I don’t fully understand the problem. In mine, I did everything with total duration, and used the fact that we know we’ve been here this long to update on the total not being less than the current.
Then I noticed that there being other planets actually makes a difference, and I can find the average of the totals for different planets, but it can fall below our current value. The actual value depends on a probability distribution I’m not sure how to find, but I think the difference will be around lasting one or two orders of magnitude longer.
The second elementary error is the Doomsday Argument’s use of the Self-Sampling Assumption, which is contradicted by the prior information in all attempts at real-life applications in the literature.
I’m not sure what’s going on here.
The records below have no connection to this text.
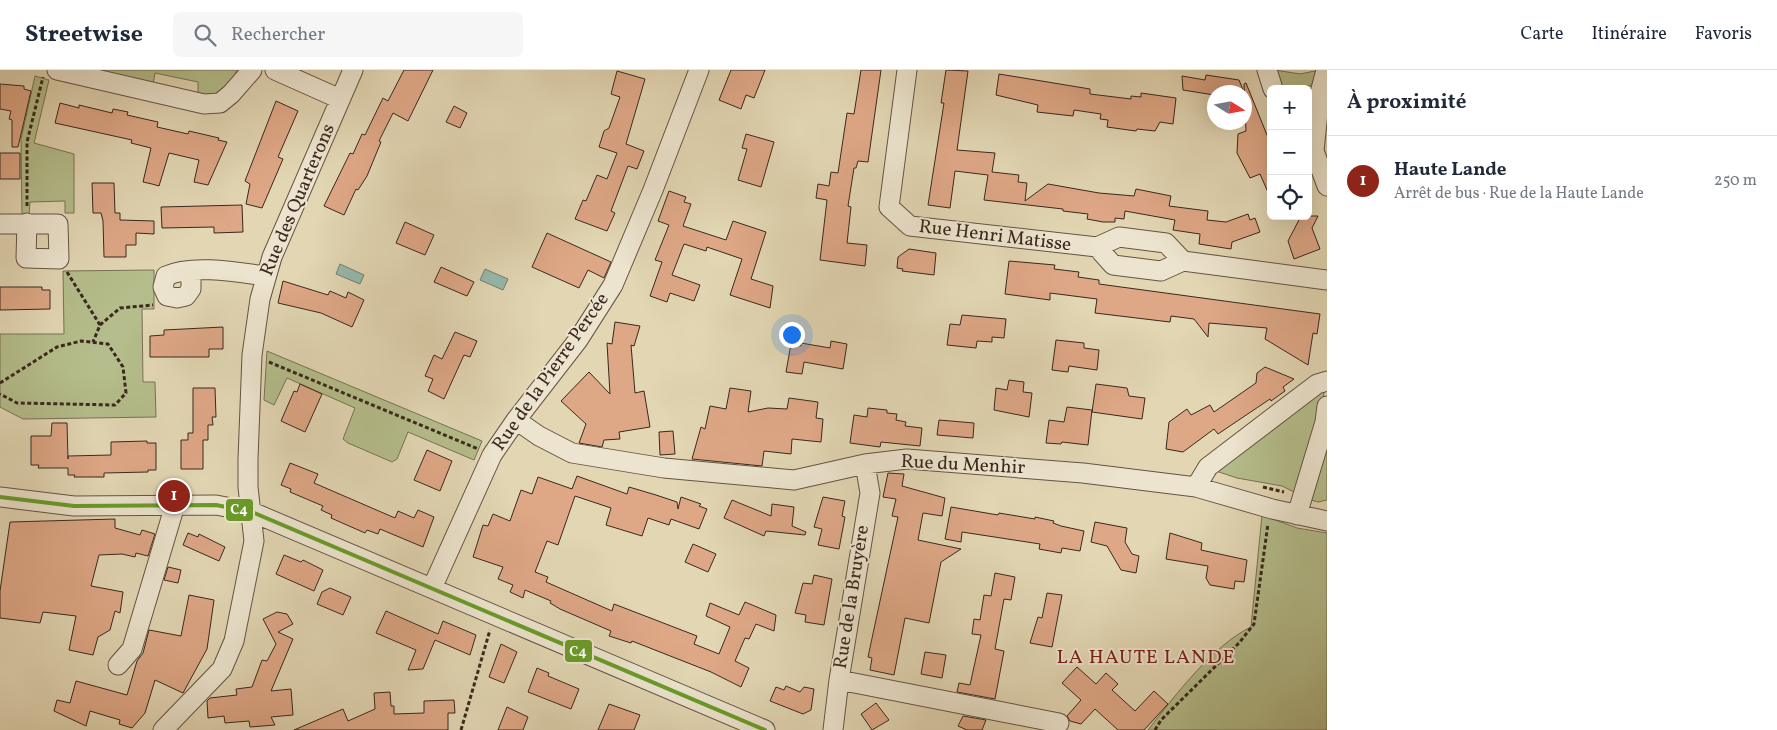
<!DOCTYPE html>
<html lang="fr">
<meta charset="utf-8">
<style>
:root{--surface:#fff;--page:#f6f6f7;--text:#1f2937;--muted:#747a83;--line:#e0e1e3;--accent:#8f2418}
body{margin:0;font-family:Vollkorn,serif;background:var(--page);color:var(--text)}
.controls{position:absolute;right:15px;top:15px;display:grid;overflow:hidden;border-radius:8px;box-shadow:0 5px 20px #0002}
.controls button{width:45px;height:45px;display:grid;place-items:center;padding:0;border:0;border-bottom:1px solid var(--line);background:var(--surface);color:var(--text);font:25px sans-serif}
.compass{position:absolute;left:1207px;top:15px;width:45px;height:45px;border-radius:50%;background:var(--surface);box-shadow:0 5px 20px #0002;rotate:101deg}
.you{position:absolute;left:791px;top:264px;width:18px;height:18px;margin:-12px;border:4px solid #fff;border-radius:50%;background:#1a73e8;box-shadow:0 0 0 8px #1a73e833}
.badge{display:grid;place-items:center;width:32px;height:32px;border-radius:50%;background:var(--accent);color:#fff;font-size:16px;font-weight:700}
.pin{position:absolute;translate:-50% -50%;border:2px solid #fff;box-shadow:0 1px 5px #0006}
.list{margin:0;padding:0;list-style:none}
h2{display:flex;justify-content:space-between;align-items:center;height:65px;margin:0;padding:0 20px;font-size:21px}
h2 small{font-size:16px;font-weight:400;color:var(--muted)}
.list li{display:grid;grid-template-columns:32px 1fr auto;gap:15px;align-items:center;box-sizing:border-box;height:90px;padding:0 20px;border-top:1px solid var(--line)}
.list b{display:block;font-size:19px;white-space:nowrap}
.list p{margin:0;font-size:16px;white-space:nowrap;color:var(--muted)}
.list em{font-size:16px;font-style:normal;color:var(--muted)}
.icon{flex:none;width:28px;height:28px;fill:none;stroke:currentColor;stroke-width:2;stroke-linecap:round;stroke-linejoin:round}
.map{position:relative;flex:none;width:1327px;height:660px;overflow:hidden}
header{display:flex;align-items:center;gap:30px;box-sizing:border-box;height:70px;padding:0 25px;background:var(--surface);border-bottom:1px solid var(--line)}
header strong{font-size:24px}
nav{display:flex;gap:28px;margin-inline-start:auto;font-size:18px}
.search{width:350px;height:45px;background:var(--page);display:flex;align-items:center;gap:12px;box-sizing:border-box;padding:0 18px;border-radius:8px;color:var(--muted);font-size:19px}
main{display:flex}
aside{flex:1;background:var(--surface)}
.map>svg:first-child{display:block}
</style>
<header>
<strong>Streetwise</strong>
<div class="search"><svg class="icon" aria-label="search" viewBox="0 0 24 24"><circle cx="10" cy="10" r="6"/><path d="M15 15l6 6"/></svg>Rechercher</div>
<nav><a>Carte</a><a>Itinéraire</a><a>Favoris</a></nav>
</header>
<main>
<div class="map">
<svg width="1327" height="660" viewBox="0 0 1327 660">
<rect width="100%" height="100%" fill="#e2d6b3"/>
<filter id="stains"><feTurbulence type="fractalNoise" baseFrequency=".004" numOctaves="4"/><feColorMatrix values="0 0 0 0 .2 0 0 0 0 .09 0 0 0 0 .02 0 0 0 .5 -.17"/></filter>
<radialGradient id="worn" r=".72"><stop offset=".6" stop-color="#630" stop-opacity="0"/><stop offset="1" stop-color="#630" stop-opacity=".3"/></radialGradient>
<!-- green -->
<path fill="#b4bd8b" stroke="#787254" d="M95,0h142l-8,16 -13,10 -18,-2v-12l-43,-9 -2,12z
M1275,0l25,4 20,-4 -2,15 -38,4z
M35,6l14,4 -15,63 40,11v59h-9v-12l-35,1 -1,13h-7l-1,-76z
M154,200v39h-12l1,73h12l1,35 -133,2 -23,-12v-73h64l-1,-63z
M267,281l215,90 -8,19 -66,-28 -11,27 -5,3 -44,-19 -5,-4 12,-31 -68,-30 -13,27 -10,-5z
M1320,322l4,1 -12,57 -14,44 -16,-8 -45,-8 -21,-7z
M1327,365v65l-9,2 -11,-3z
M1262,445l35,13 30,5v197h-179c26,-33 65,-85 103,-103z"/>
<!-- water -->
<path fill="#95b9ad" stroke="#717f74" d="M340,194l24,11 -4,9 -24,-10z
M485,199l23,10 -5,11 -23,-10z"/>
<!-- building -->
<path fill="#dea786" stroke="#3b281e" d="M404,0h29l-25,51 -15,-8 -14,28 2,1 -14,34 -9,14 -2,-1 -12,26 -20,-9 26,-53 3,1 9,-20 3,1 18,-37 5,3z
M731,0h34l-11,28 -8,-3 -5,14 -22,-9z
M861,0h20l-13,92 -10,-1 -2,7h-2l-6,38 3,1 -4,36 20,2 -2,21 -45,-6 7,-60 -11,-2 2,-14 11,2 2,-14 7,1 9,-60 7,1z
M946,0l22,1 -11,79 38,3 -3,19 27,3 -1,7 9,1 -2,18 23,-17 51,9 35,3 2,-7 35,7 -2,10 39,5 -1,9 19,2 22,-8 2,6 5,-2 5,14 -28,10 -1,7 -32,-5 1,-10 -27,-4 2,-10 -50,-9 -1,8 -9,-1v4h-12l-16,-3 1,-5 -25,-3v-2l-79,-9 4,-25 -33,-4 -5,37 -22,-3 16,-102h-3z
M617,1l28,8 -19,65 18,7 -7,18 -9,-3 -17,45 4,2 -8,18 -32,-12 8,-19 3,1 11,-26 10,4 10,-26 -18,-6 5,-16 5,-3 11,-31 -9,-3z
M999,4l91,15v5l41,5v-3l10,1v-4l35,5 -3,26 -13,-2 -5,9 -18,-2 -1,2 -29,-4 1,-7 -8,-1 1,-5 -27,-4 -1,6 -36,-4 1,-7 -42,-10z
M1206,5l33,5 5,12h-30v3l-31,-5 -1,-14 23,4z
M1246,13l25,62v54l-11,-25 -10,4 -13,-25 1,-19 8,-3 -2,-47z
M0,14l24,2v3l7,2 -13,56h-6v-27l-3,-1 2,-8 -11,-2z
M276,31l22,10 -20,46 5,2 -21,49 -16,-4 4,-20 -5,-3z
M60,33l19,5v-3l33,8 1,-4 15,3 -1,3 31,7 -1,5 31,7 1,-3 30,7 -1,2 9,2 -19,43 -14,-3 5,-22 -30,-7 -10,33 -7,-2 -9,-2 8,-34 -20,-5 1,-3 -77,-17z
M454,36l13,7 -7,15 -14,-6z
M746,64l28,8 -13,45 -23,-7 9,-31 -5,-1z
M0,83h20v26h-20z
M92,113h22l1,30h5v7l34,1v13l-18,-1v12h-10v12h-22l-1,-36 -2,-8h-8z
M669,121l17,6 -2,5 7,2 -8,22 43,14 7,-19 33,11 -15,47 22,7 -3,22 -40,-13 12,-36 -35,-12 -1,4 -22,-7 -12,31 28,10 -6,16 -24,-8 -3,9 -17,-6 12,-34 -7,-2 14,-35 -11,-4z
M242,135l1,27 -29,1v-6l-52,1 -1,-21z
M1301,146h17l-6,12 8,21 -26,10 -6,-18z
M405,152l29,13 -9,20 -29,-12z
M547,163l64,29 -7,16 -16,-8 -9,18 -47,-21z
M909,179l27,4 -2,22 -32,-4 1,-2 -6,-1 1,-11z
M1009,191l46,4 -1,4 25,3 -1,5 21,3v4l221,30 -3,20 -4,-1 -5,32 -43,-26 2,-11 -58,-5 -1,14 -14,-18 -23,-3 -1,6 -75,-9 2,-14 -47,-6v7l-45,-6z
M441,197l33,15 -7,14 -33,-14z
M283,211l45,14 2,-4 16,7 2,-6 16,8 -12,27 -31,-14 -43,-10z
M0,217h42v3h8v19l-50,1z
M962,245l44,4 -2,19 -12,-1v5l-15,-1 -1,7 -29,-3 3,-21 10,1z
M615,252l25,4 -6,20 -3,-1 4,48 9,-2 6,36 -31,5 1,7 -16,1 -2,7 -23,-4 7,-19 -25,-23 28,-29 21,22 -3,-51 5,1z
M223,257v22h-14v8h-59v-21l14,-1v-5z
M455,262l22,9 -7,16 -6,-2 -20,44 -16,-8 5,-12 -8,-3 9,-21 8,4z
M1056,270l28,3v5l15,2 -2,20 -28,-4 -1,6 -16,-2z
M831,271l16,3 -4,25 -39,-7 -2,12 -16,-2 5,-28 10,2v-3l29,5z
M1265,297l29,12 -11,8 2,4 -14,10 -1,-2 -52,35 -4,-5 -31,23 -17,-3 3,-27 18,-13 4,6 19,-10 4,7 42,-29 1,-10z
M1009,310l15,2 -1,10 9,1 -3,24 -35,-7 2,-22 11,2z
M300,314l22,10 -17,38 -24,-11 13,-30 3,1z
M1096,314l31,4 2,8 16,2 -3,21 -50,-7z
M193,318h22l1,29h-4l1,8h-5v15h-5v29h-22v-29h7v-7h5z
M730,318l21,3 -3,21 20,-4 19,1 2,-11 29,4 -2,16 7,1 -2,23 -29,-3 -1,15 -27,-3 -2,15 -70,-7 9,-32 4,2 5,-23 16,3z
M1067,337l25,3 -4,35 -26,-3 -1,2 -15,-1 3,-23 15,2z
M868,338l19,2v3l10,1 -1,6 10,2 -1,4 17,2 -2,18 -39,-4 -1,5 -30,-4 4,-28 13,2z
M939,350l35,3 -1,15 -36,-3z
M52,353h15l1,36v-3l43,-1v-13l36,-1v2h9v27h-8v2l-44,1v4h-30l1,-2h-7v-7h-30l1,-3h-8v-29h20z
M673,361l2,23 -15,1 -1,-23z
M427,380l25,11 -12,30 -26,-11z
M290,393l28,11 -4,9 81,35 3,-7 16,7 4,-8 16,7 -11,30 -43,-18 -2,5 -11,-4 -2,3 -34,-15 1,-3 -11,-5 2,-4 -33,-14 1,-3 -10,-4z
M888,403l16,1 -2,12 43,12 -3,18 -19,-3 -5,27 43,9 -20,13 -12,61 -24,-5 -11,57 -24,-5 2,-12 -4,-1 30,-140 -6,-1 4,-17 -13,-2z
M577,406l50,18 2,-7 27,8 21,7 1,7 3,-12 20,7 -2,2 8,3 -8,20 -28,-10 -2,6 -21,-7 -6,18 -36,-11 5,-17 -36,-12 -17,49 -11,-4 -12,31 13,5 -2,5 66,29 2,-7 83,32 -3,8 25,10 11,-27 -24,-11 4,-13 29,12 6,-13 31,13 -2,16 -18,-7 -7,15 -4,-1 -10,23 14,7 -8,19 -30,-15 -79,-31 -1,2 -22,-7 2,-5 -51,-22 -10,-6 1,-2 -26,-11 -2,8 -13,-6 3,-7 -15,-6 5,-12 -30,-10 10,-32 5,1 5,-12 17,7 11,-31 11,4 6,-17 34,12z
M823,427l22,4 -3,15 3,1 -6,32 -21,-4 4,-16 -8,-2z
M732,430l39,16 1,-12 22,3 -2,19 14,6 -1,3 -39,-4 -2,5 -40,-18z
M951,437l47,8 1,-2 36,6v-2l19,4 -1,2 8,3 23,5 -4,20 -18,-3 -1,5 -22,-4 1,-5 -78,-12 -1,10 -16,-3z
M115,449v9l25,7 2,-5 13,4 -7,22 -12,-3 -1,4 -13,-3 -23,1 -8,31 32,6 -3,21 -5,-2 -5,19 -12,7 -5,18 -24,-5 7,-34 -33,-4 -3,11 -40,-5v-27l10,-69z
M1095,452l32,6 -2,14 7,12 7,2 -3,17 -15,-3 -14,-24 -16,-4z
M188,463l10,4 1,-3 26,13 -6,14 -36,-16z
M1170,463l32,10 -1,7 46,10 -3,22 -9,-1 -1,8 -24,-4 -4,-7 2,-12 -42,-7z
M693,474l23,10 -8,18 -23,-10z
M284,485l17,7 2,-2 20,10 -9,21 -38,-17z
M168,497l13,3 -3,13 -14,-3z
M995,503l20,4 -4,23 -7,-1 -9,50 9,2 -9,48 -38,-7 2,-9 11,2 11,-50 -9,-1 2,-15 6,1 4,-25 7,1z
M814,505l18,4 -8,46 -19,-3 1,-7 -11,-2 8,-30 9,1z
M330,518l21,9 -8,18 -26,-11 5,-12z
M1047,523l15,2 -10,52 -22,-4 8,-26 4,1z
M189,525l25,5 -7,49 -24,44 -28,-13 -10,33 -13,15 -13,-4 1,-4 -30,-9 -4,15 -32,-15 3,-11 13,3 6,-22 51,14 10,-34 6,-8 6,-23 32,6z
M386,541l52,23 5,-13 33,14 -6,20 -35,-15 -12,29 -15,1 8,-20 -40,-17z
M277,542l10,2 6,10 -15,8 15,7 -22,52 20,-2 2,26 -22,2 4,8 -25,2 -1,-6 -24,2 -1,-7 -16,2 -1,-17 3,-3 27,-3 -1,-6 16,-2 10,-27 5,1 9,-17 -13,-25z
M501,574l16,8 -13,31 -15,-6z
M925,582l21,3 -4,23 -21,-4z
M1077,597l19,17 10,-11 12,11 -6,6 23,21 19,-20 14,13 -24,26h-26l-23,-21 -14,15 -11,-3 -3,-5 14,-16 -19,-17z
M537,598l12,5 -1,3 31,13 -8,20 -43,-17z
M786,616l14,6 4,-5 10,2 -3,21 -8,4 -33,-13 6,-14 8,3z
M390,622l1,14h3v8l30,-1v-12l30,-1 1,13h-7v17h-154l49,-21 5,12 27,-12 -1,-16z
M876,633l13,17 -17,10 -11,-16z
M609,634l31,11 -6,15h-36z
M507,637l21,10 -5,13h-25z
M963,646l23,4 -4,10h-15l-9,-4z"/>
<g fill="none" stroke-linecap="round" stroke-linejoin="round">
<!-- minor casing -->
<g stroke="#655443" stroke-width="21">
<path id="minor" d="M57,0l147,34 16,-1 11,-9 21,-24
M275,0l65,29
M907,0l-18,137 21,19 187,21
M1267,0l6,19
M1308,77l6,4 13,35
M1314,81l6,-58 6,-23
M0,154h58l1,35 -33,-1 1,-35
M1183,191l-17,-18 -47,-6 -22,10 16,18 48,6 22,-10 144,19
M191,201v18l-5,7 -9,2 -10,-2 -4,-9 3,-11c26,-12 71,-4 99,0
M516,350l23,16 33,17 92,15 130,12 71,-16 42,-5 176,14 113,14 76,22 55,12
M1196,417l12,-20 109,-83 10,-3
M0,427l74,9 142,-1 36,7 513,218
M1297,445l28,-93 2,-16
M432,518l60,-133 24,-35 62,-80 35,-55 40,-95 46,-120
M118,595l14,-16 43,-144
M839,610l220,43
M163,660l59,-61 12,-28 20,-100 -6,-54v-28l4,-104 8,-56 12,-42 81,-187
M833,660l6,-50 31,-187 -5,-29"/>
</g>
<!-- path -->
<path stroke="#3b281e" stroke-width="3" stroke-dasharray="4 2.5" stroke-linecap="butt" d="M27,136v-64l16,-65
M67,202l33,53 -7,17
M100,255l20,-17 33,-3
M269,292l209,87
M0,313l57,-36 24,-6 27,3 15,23 3,26 -11,12 -98,-2 -17,-9
M1263,417l21,5
M461,660l29,-100
M1155,660l6,-10 78,-77 15,-19 14,-100"/>
<!-- minor -->
<use href="#minor" stroke="#ece4ce" stroke-width="19"/>
<!-- bus-1 casing -->
<g stroke="#ece4ce" stroke-width="8">
<path id="bus-1" d="M0,427l74,9 142,-1 36,7 513,218"/>
</g>
<!-- bus-1 -->
<use href="#bus-1" stroke="#6a9b28" stroke-width="4"/>
</g>
<g text-anchor="middle" dominant-baseline="central" stroke-width="4" stroke-linejoin="round" paint-order="stroke">
<!-- street labels -->
<g font-size="19" fill="#3b281e" stroke="#ece4ce">
<text transform="translate(298 130) rotate(-67)">Rue des Quarterons</text>
<text transform="translate(995 166) rotate(7)">Rue Henri Matisse</text>
<text transform="translate(551 302) rotate(-55)">Rue de la Pierre Percée</text>
<text transform="translate(963 395) rotate(3)">Rue du Menhir</text>
<text transform="translate(852 527) rotate(-81)">Rue de la Bruyère</text>
</g>
<!-- neighbourhood labels -->
<g font-size="20" letter-spacing="1" fill="#7a1f14" stroke="#ece4ce">
<text x="1146" y="588">LA HAUTE LANDE</text>
</g>
</g>
<g stroke="#ece4ce" stroke-width="2">
<rect x="225" y="428" width="29" height="24" rx="5" fill="#6a9b28"/>
<rect x="564" y="569" width="29" height="24" rx="5" fill="#6a9b28"/>
</g>
<g font-size="14" text-anchor="middle" font-weight="bold" fill="#fff">
<text x="239" y="444">C4</text>
<text x="578" y="586">C4</text>
</g>
<rect width="100%" height="100%" filter="url(#stains)"/>
<rect width="100%" height="100%" fill="url(#worn)"/>
</svg>
<div class="controls">
<button>+</button>
<button>−</button>
<button><svg class="icon" aria-label="locate" viewBox="0 0 24 24"><circle cx="12" cy="12" r="6"/><path d="M12 2v4M12 18v4M2 12h4M18 12h4"/></svg></button>
</div>
<svg class="compass" viewBox="-18 -18 36 36"><path d="M0-13l5 13h-10z" fill="#e53935"/><path d="M0 13l5-13h-10z" fill="#747a83"/></svg>
<div class="you"></div>
<div class="pin badge" style="left:174px;top:426px">1</div>
</div>
<aside>
<h2>À proximité<small></small></h2>
<ul class="list">
<li><span class="badge">1</span><div><b>Haute Lande</b><p>Arrêt de bus · Rue de la Haute Lande</p></div><em>250 m</em></li>
</ul>
</aside>
</main>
My assumption is that we don’t fully understand what the dangers are, and thus have to rely on our priors. To the extent that we haven’t processed the evidence, its expected value will match our priors in accordance with conservation of expected evidence.
I’ve made a post about a Bayesian doomsday argument.
I don’t fully understand the problem. In mine, I did everything with total duration, and used the fact that we know we’ve been here this long to update on the total not being less than the current.
Then I noticed that there being other planets actually makes a difference, and I can find the average of the totals for different planets, but it can fall below our current value. The actual value depends on a probability distribution I’m not sure how to find, but I think the difference will be around lasting one or two orders of magnitude longer.
I’m not sure what’s going on here. My assumption is that we don’t fully understand what the dangers are, and thus have to rely on our priors. To the extent that we haven’t processed the evidence, its expected value will match our priors in accordance with conservation of expected evidence.
Your use of the Jeffreys prior—P(T=n) ∝ 1/n—is the exception I mention: Gott (1994, 108) uses the Jeffreys prior.